Lab 14: Classification I: Prediction and Probability Calibration

Lab 14: Classification I: Prediction and Probability Calibration#

For the class on Monday, March 24th

We use the Iris data set in this lab to demonstrate a few classification methods and related techniques.

Because we are using the data set only as a demonstration, we will use all data as training data, but be aware that this is not a good practice when you have a real problem to tackle!

We also only use two of the four available features so that it is easier to visualize. This again is not what you typically want to do when analyzing a real problem.

import matplotlib.pyplot as plt
from sklearn import datasets
from sklearn.naive_bayes import GaussianNB
from sklearn.neighbors import KNeighborsClassifier
from sklearn.gaussian_process import GaussianProcessClassifier
from sklearn.calibration import CalibratedClassifierCV
from sklearn.inspection import DecisionBoundaryDisplay
from sklearn.metrics import ConfusionMatrixDisplay
from sklearn.calibration import CalibrationDisplay

# Load the iris data
iris = datasets.load_iris()
X = iris.data[:, :2]  # we only take the first two features.
Y = iris.target

# Plot the iris data
n_classes = len(iris.target_names)
for i in range(n_classes):
    plt.scatter(X[Y==i, 0], X[Y==i, 1], color=plt.cm.Paired(i/(n_classes-1)), marker="os^"[i], label=f"{i}: {iris.target_names[i]}")
plt.legend()
plt.xlabel(iris.feature_names[0])
plt.ylabel(iris.feature_names[1]);

../_images/b30bdda513b0bb8bb9303d1fc2c4c6c7cbadd2f035177352e34a1911d9527138.png

A. Decision boundaries, classification probability, confusion matrix#

We will test four different classifiers on the Iris data set, and plot their decision boundaries in the feature space. We will also show the classification probability for Class 0 (Setosa) for each method. Finally we plot the confusion matrix for all 3 classes for the Naive Bayes method.

# Code modified from https://scikit-learn.org/stable/auto_examples/linear_model/plot_iris_logistic.html

classifiers = [
    GaussianNB(),
    GaussianProcessClassifier(),
    KNeighborsClassifier(n_neighbors=1),
    KNeighborsClassifier(n_neighbors=5),
]

fig, ax = plt.subplots(2, 4, figsize=(16,8))

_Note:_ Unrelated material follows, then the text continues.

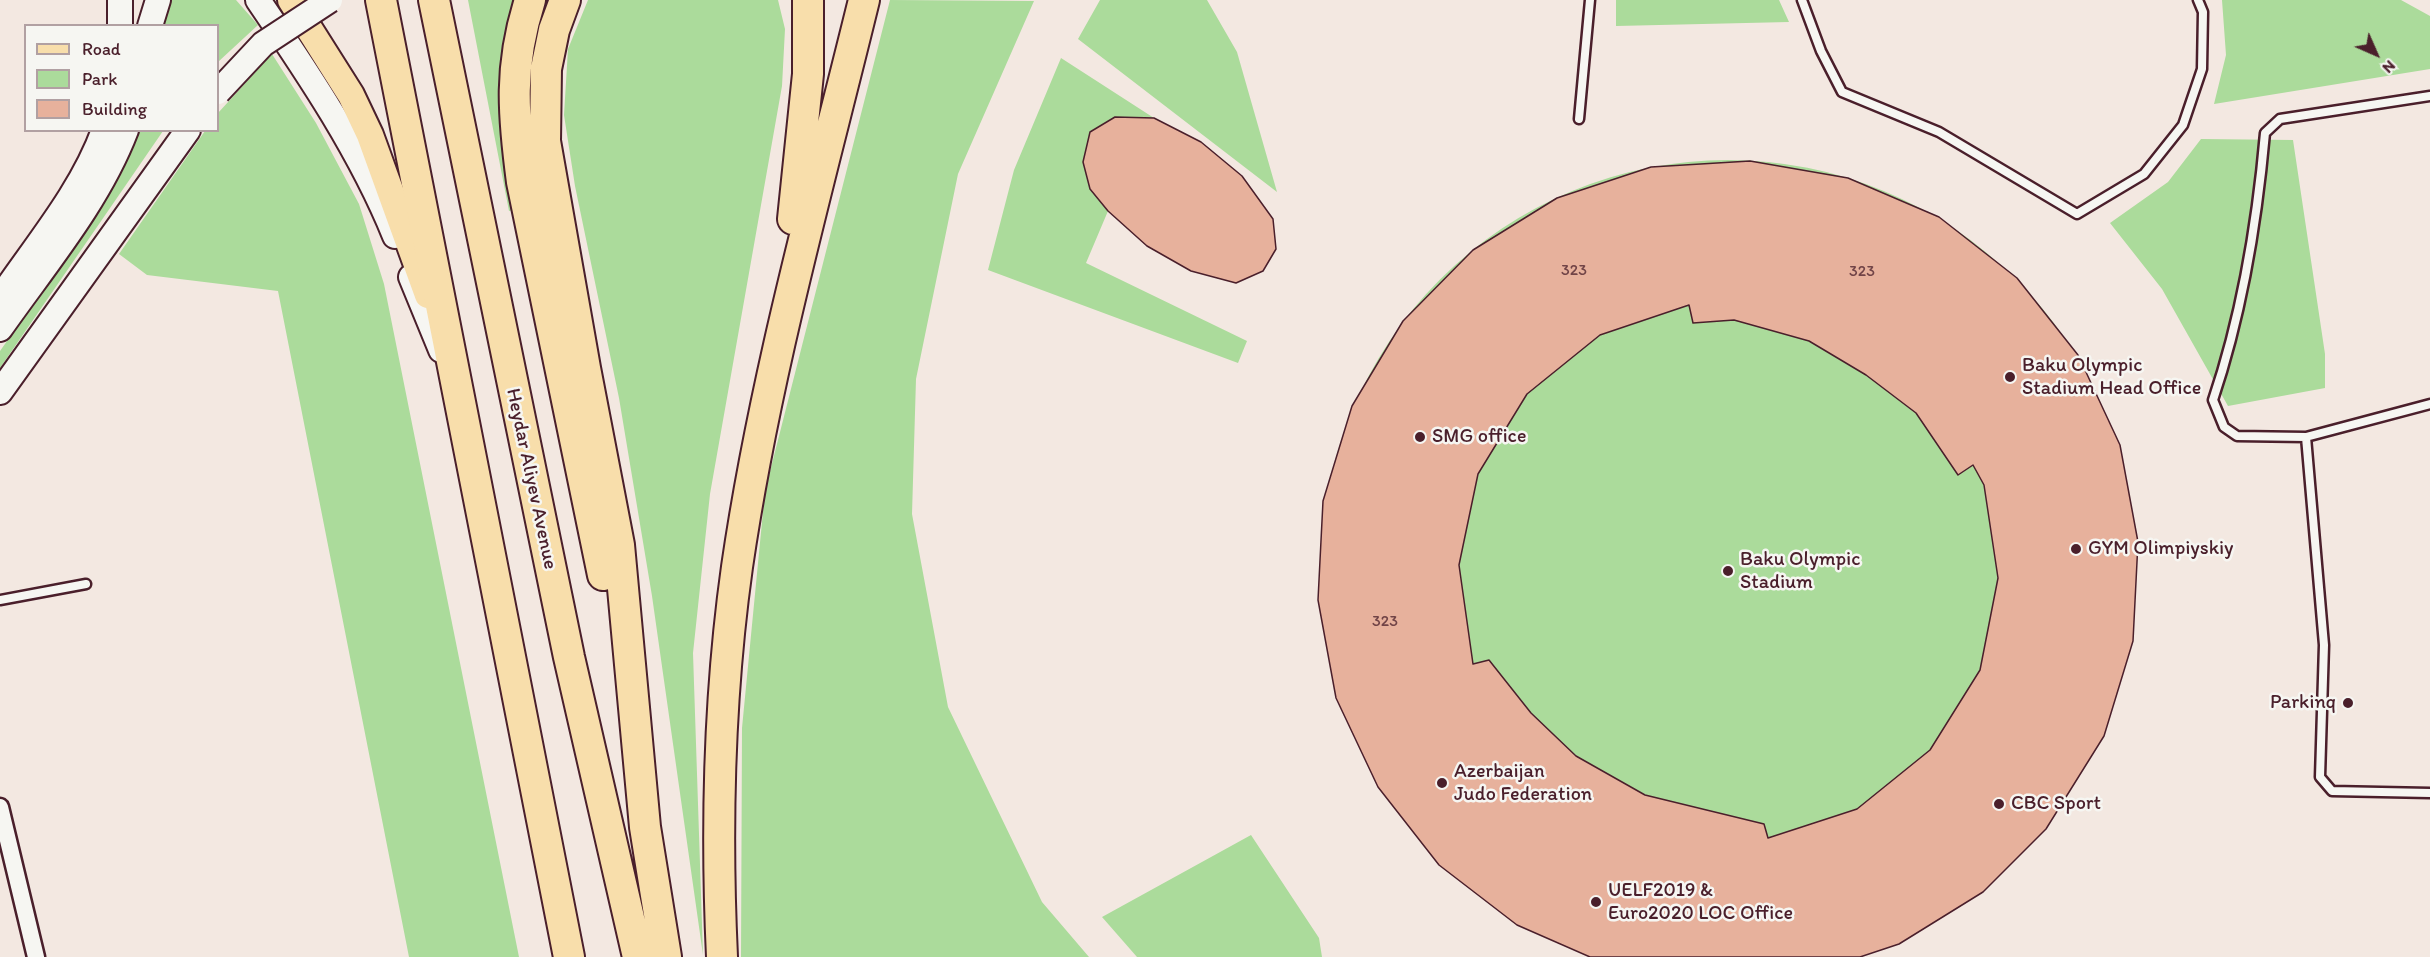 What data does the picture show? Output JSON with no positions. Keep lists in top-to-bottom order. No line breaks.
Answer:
{"streets":{"highway":["Heydar Aliyev Avenue"]},"places":["Baku Olympic Stadium Head Office","SMG office","GYM Olimpiyskiy","Baku Olympic Stadium","Parkinq","Azerbaijan Judo Federation","CBC Sport","UELF2019 & Euro2020 LOC Office"],"house_numbers":["323","323","323"],"legend":["Road","Park","Building"],"north":"bottom right"}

for i, clf in enumerate(classifiers):
    clf.fit(X, Y)

    DecisionBoundaryDisplay.from_estimator(
        clf,
        X,
        cmap=plt.cm.Paired,
        ax=ax[0,i],
        response_method="predict",
        plot_method="pcolormesh",
        shading="auto",
        xlabel=iris.feature_names[0],
        ylabel=iris.feature_names[1],
    )

    DecisionBoundaryDisplay.from_estimator(
        clf,
        X,
        cmap=plt.cm.Blues,
        ax=ax[1,i],
        response_method="predict_proba",
        class_of_interest=0,
        plot_method="pcolormesh",
        shading="auto",
        xlabel=iris.feature_names[0],
        ylabel=iris.feature_names[1],
        vmin=0,
        vmax=1,
    )

    # Plot also the training points
    for j in [0, 1]:
        ax[j,i].scatter(X[:, 0], X[:, 1], c=Y, edgecolors="k", cmap=plt.cm.Paired)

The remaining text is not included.